TASK GOAL =
Scan the lines below; pull out those with "place".

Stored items
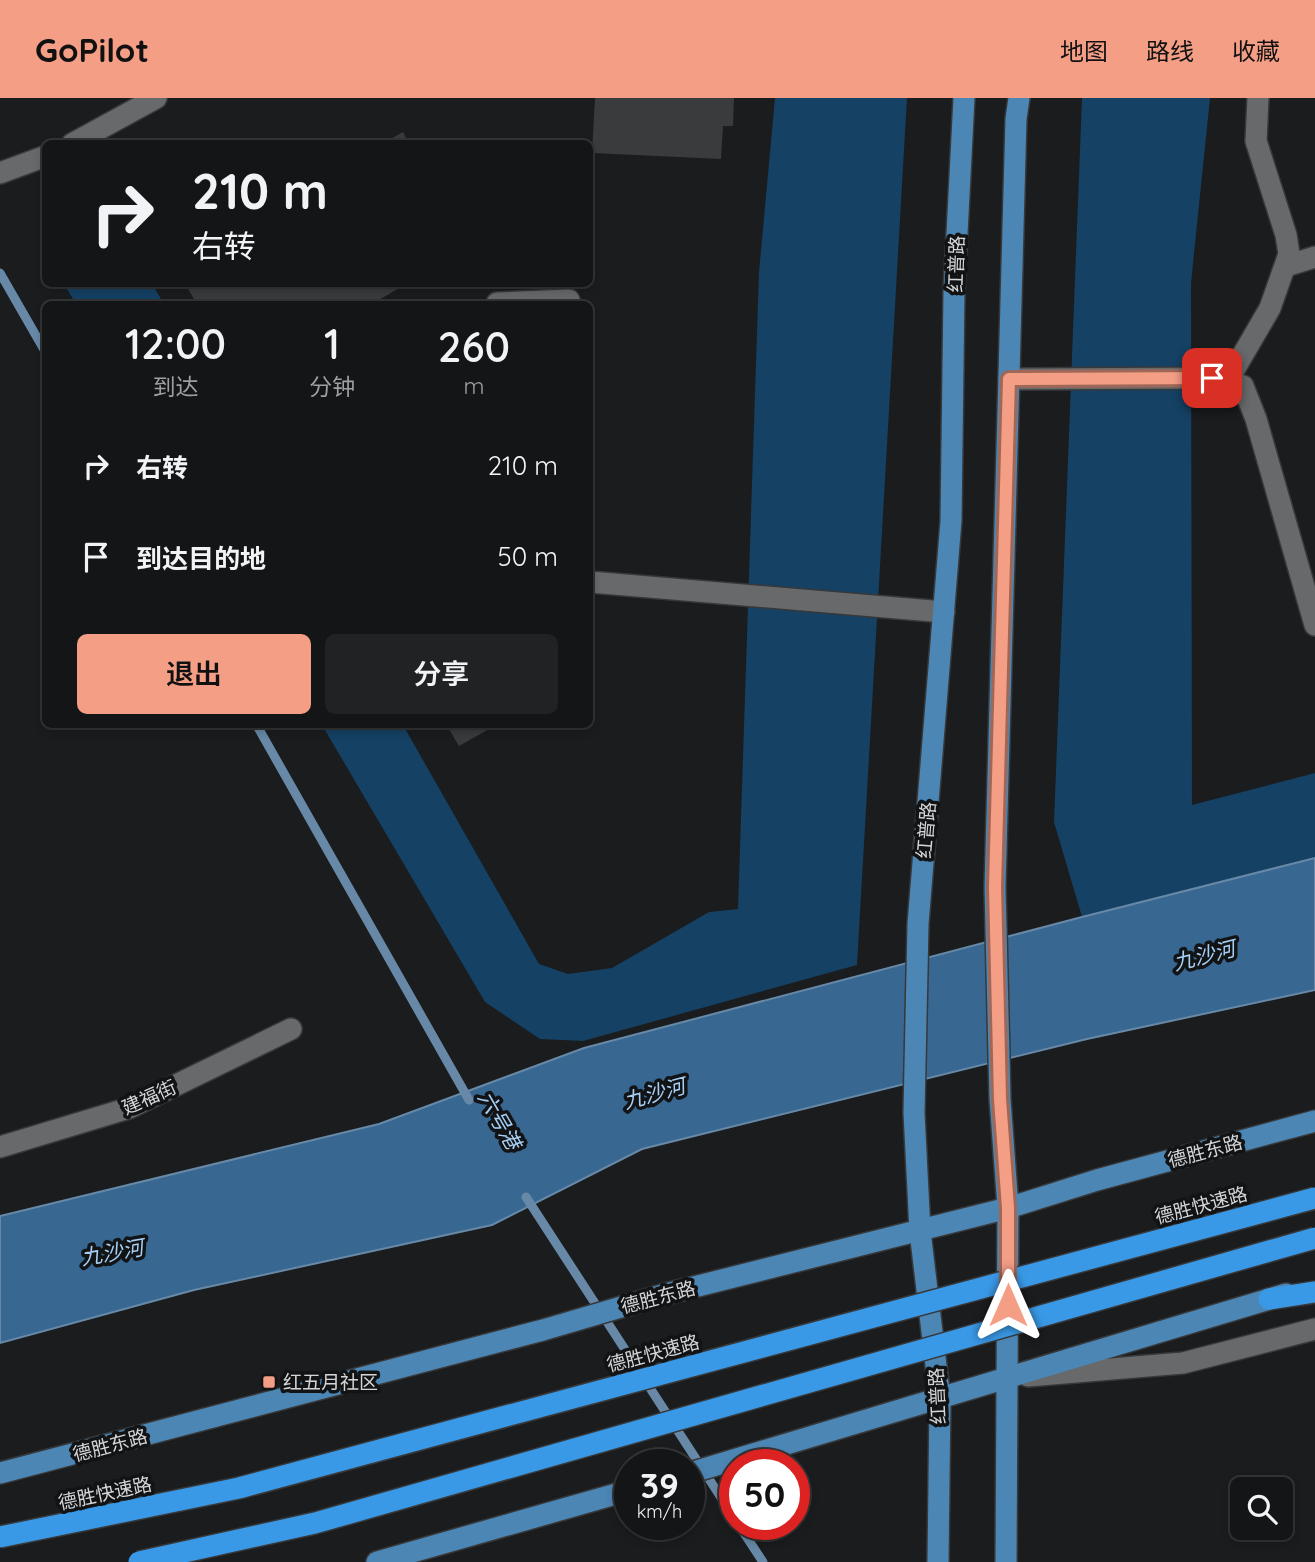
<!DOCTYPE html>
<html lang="zh">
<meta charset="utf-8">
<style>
:root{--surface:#141516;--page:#212223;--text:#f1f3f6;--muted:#9d9fa1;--line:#333435;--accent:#f49e86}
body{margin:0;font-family:Quicksand,"Noto Sans SC",sans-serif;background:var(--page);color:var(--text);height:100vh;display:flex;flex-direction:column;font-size:26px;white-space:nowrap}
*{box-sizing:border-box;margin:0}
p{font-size:23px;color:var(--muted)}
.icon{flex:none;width:38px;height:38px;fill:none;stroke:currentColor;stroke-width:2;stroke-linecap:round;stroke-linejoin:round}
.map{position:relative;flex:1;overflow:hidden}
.details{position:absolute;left:42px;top:203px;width:551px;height:427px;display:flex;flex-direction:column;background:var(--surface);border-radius:10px;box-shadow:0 4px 10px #0003,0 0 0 2px var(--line)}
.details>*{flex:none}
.guide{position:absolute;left:42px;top:42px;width:551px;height:147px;border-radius:10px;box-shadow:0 4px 10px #0003,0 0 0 2px var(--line);background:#141516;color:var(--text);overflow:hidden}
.tools{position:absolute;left:1230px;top:1379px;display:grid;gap:14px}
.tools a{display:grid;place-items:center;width:63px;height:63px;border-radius:10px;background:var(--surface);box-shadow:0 4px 10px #0003,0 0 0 2px var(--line);font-size:35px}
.speed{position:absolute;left:614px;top:1351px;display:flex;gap:14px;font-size:35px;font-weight:700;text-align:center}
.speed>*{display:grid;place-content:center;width:91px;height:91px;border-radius:50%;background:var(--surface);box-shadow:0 4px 10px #0003,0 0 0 2px var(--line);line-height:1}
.speed small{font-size:18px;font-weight:400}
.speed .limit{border:10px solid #d22;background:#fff;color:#111}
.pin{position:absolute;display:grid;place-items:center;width:60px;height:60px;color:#fff;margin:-30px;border-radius:14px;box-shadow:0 4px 10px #0006}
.me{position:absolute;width:77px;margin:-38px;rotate:0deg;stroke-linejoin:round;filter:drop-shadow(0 0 5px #0008)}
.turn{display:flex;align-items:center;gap:24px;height:147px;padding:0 35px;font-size:32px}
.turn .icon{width:91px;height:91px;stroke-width:2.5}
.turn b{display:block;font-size:49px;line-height:60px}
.eta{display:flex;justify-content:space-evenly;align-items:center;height:119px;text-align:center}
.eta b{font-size:42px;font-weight:600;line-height:49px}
.primary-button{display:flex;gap:14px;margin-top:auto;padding:14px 35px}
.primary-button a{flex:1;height:80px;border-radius:10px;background:var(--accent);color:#111;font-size:28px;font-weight:600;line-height:80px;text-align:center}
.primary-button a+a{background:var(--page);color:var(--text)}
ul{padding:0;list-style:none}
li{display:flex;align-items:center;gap:21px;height:91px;padding:0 35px}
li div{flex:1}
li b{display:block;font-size:26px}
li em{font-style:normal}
header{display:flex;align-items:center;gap:42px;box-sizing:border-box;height:98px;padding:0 35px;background:var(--accent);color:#111}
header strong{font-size:33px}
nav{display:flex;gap:38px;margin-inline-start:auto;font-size:24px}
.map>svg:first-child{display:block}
</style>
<header>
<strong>GoPilot</strong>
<nav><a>地图</a><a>路线</a><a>收藏</a></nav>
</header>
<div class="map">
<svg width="1315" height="1464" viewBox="0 0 1315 1464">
<rect width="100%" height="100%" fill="#1a1c1e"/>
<g fill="#154164">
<path d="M775,0h132l-50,867 -274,76 -43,-2 -55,-37 -163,-277h81l136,239 29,10 44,-6 97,-56 29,-3 21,-637z"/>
<path d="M1082,0h128l-19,185 1,522 123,-32v85l-233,59 -28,-95z"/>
<path d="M64,186h88l12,20h-88z"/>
</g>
<path fill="#386892" stroke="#6789a7" stroke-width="2" d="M1315,760v132l-228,49 -445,110 -150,76 -298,65 -194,53v-127l379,-92 205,-76 498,-131z"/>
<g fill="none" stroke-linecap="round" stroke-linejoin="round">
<g stroke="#6789a7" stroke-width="9">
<path d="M0,175l46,80"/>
<path d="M256,626l213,376"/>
<path d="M526,1099l209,322"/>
<path d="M738,1426l25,38"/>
</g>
</g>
<g fill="#393b3d">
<path d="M595,0h139l-1,28h-10l-2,33 -129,-6z"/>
<path d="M403,34l6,12h-27z"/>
<path d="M185,186h221l-34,20h-175z"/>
<path d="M446,626h52l-39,22z"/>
</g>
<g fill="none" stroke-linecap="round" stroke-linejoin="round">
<defs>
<g id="minor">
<path d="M72,46l84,-46"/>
<path d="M0,75l46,-17"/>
<path d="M1286,168l29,-9"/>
<path d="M497,205l72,-3 1,4"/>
<path d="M1009,281l203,-1 31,8 13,33 59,206"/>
<path d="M1227,284l43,-74 19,-54 -3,-19 -30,-94 2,-43"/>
<path d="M590,484l354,30"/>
<path d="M0,1049l129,-39 162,-79"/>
<path d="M1028,1278l155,-13 132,-34"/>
</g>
<g id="major">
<path d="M0,1375l543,-143 119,-35 346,-87 89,-28 218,-59"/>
<path d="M690,1375l596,-179"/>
<path d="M377,1464l253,-72"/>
<path d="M938,1464l2,-163 -20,-168 -6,-118 4,-189 33,-403 3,-229 10,-194"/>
<path d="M1006,1464l2,-354 -8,-109 -5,-212 21,-768 3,-21"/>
</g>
<path id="highway" d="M1269,1201l46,-7"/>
</defs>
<use href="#minor" stroke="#37383a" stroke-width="24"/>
<use href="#major" stroke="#37383a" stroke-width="24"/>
<use href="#highway" stroke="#37383a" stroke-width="24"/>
<use href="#minor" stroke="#67696b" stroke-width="21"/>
<use href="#major" stroke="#4c86b5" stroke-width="21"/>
<use href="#highway" stroke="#3a99e6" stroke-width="21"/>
<defs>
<g id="highway-bridge">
<path d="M0,1439l239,-49 1076,-290"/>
<path d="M139,1464l176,-39 1000,-285"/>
</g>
</defs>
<use href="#highway-bridge" stroke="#37383a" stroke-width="24" stroke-linecap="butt"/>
<use href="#highway-bridge" stroke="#3a99e6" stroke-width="21"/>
</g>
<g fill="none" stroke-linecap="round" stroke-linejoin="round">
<defs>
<path id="route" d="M1008,1207v-97l-8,-109 -5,-212 14,-508 203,-1"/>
</defs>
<use href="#route" stroke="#9f6757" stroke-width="18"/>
<use href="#route" stroke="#f49e86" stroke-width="12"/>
</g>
<rect fill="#f49e86" stroke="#111315" stroke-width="2.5" x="262" y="1277" width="14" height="14" rx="3.5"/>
<g text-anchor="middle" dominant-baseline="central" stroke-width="7" stroke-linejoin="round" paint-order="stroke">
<g font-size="19" fill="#d4d5d7" stroke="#111315">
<text transform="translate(956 166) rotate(-88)">红普路</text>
<text transform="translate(926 732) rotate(-85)">红普路</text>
<text transform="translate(149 999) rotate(-24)">建福街</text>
<text transform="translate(1205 1053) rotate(-15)">德胜东路</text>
<text transform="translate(1201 1107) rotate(-15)">德胜快速路</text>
<text transform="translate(658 1199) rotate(-15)">德胜东路</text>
<text transform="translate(653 1255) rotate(-15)">德胜快速路</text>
<text transform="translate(937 1298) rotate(-93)">红普路</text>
<text transform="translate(110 1347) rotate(-15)">德胜东路</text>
<text transform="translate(105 1395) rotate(-12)">德胜快速路</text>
</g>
<g font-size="19" fill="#d4d5d7" stroke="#111315" text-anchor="start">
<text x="283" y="1284">红五月社区</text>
</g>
<g font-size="21" font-style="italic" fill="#a6cff5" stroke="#111315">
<text transform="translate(1204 857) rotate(-14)">九沙河</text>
<text transform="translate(654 995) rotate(-15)">九沙河</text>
<text transform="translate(500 1022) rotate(60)">六号港</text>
<text transform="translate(112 1154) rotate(-10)">九沙河</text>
</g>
</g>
</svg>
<div class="tools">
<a><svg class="icon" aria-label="search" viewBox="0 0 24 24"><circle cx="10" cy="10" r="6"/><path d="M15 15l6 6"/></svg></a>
</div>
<div class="speed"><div>39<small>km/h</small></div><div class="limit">50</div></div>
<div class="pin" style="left:1212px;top:280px;background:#d93025"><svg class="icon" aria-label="arrive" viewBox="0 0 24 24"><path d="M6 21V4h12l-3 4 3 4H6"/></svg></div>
<svg class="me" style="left:1008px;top:1207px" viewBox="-20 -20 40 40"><path d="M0-17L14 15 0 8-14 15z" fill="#f49e86" stroke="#fff" stroke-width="4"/></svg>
<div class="guide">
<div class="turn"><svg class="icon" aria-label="right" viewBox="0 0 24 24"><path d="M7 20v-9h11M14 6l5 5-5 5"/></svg><div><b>210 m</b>右转</div></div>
</div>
<section class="details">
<div class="eta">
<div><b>12:00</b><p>到达</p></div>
<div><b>1</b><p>分钟</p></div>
<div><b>260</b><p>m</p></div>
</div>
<ul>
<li><svg class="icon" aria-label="right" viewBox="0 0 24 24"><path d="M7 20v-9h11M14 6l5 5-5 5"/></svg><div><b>右转</b></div><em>210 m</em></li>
<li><svg class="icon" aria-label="arrive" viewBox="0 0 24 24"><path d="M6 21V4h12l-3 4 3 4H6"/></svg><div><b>到达目的地</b></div><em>50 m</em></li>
</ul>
<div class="primary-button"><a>退出</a><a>分享</a></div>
</section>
</div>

OUTPUT OF THE EXERCISE =
.tools a{display:grid;place-items:center;width:63px;height:63px;border-radius:10px;background:var(--surface);box-shadow:0 4px 10px #0003,0 0 0 2px var(--line);font-size:35px}
.speed>*{display:grid;place-content:center;width:91px;height:91px;border-radius:50%;background:var(--surface);box-shadow:0 4px 10px #0003,0 0 0 2px var(--line);line-height:1}
.pin{position:absolute;display:grid;place-items:center;width:60px;height:60px;color:#fff;margin:-30px;border-radius:14px;box-shadow:0 4px 10px #0006}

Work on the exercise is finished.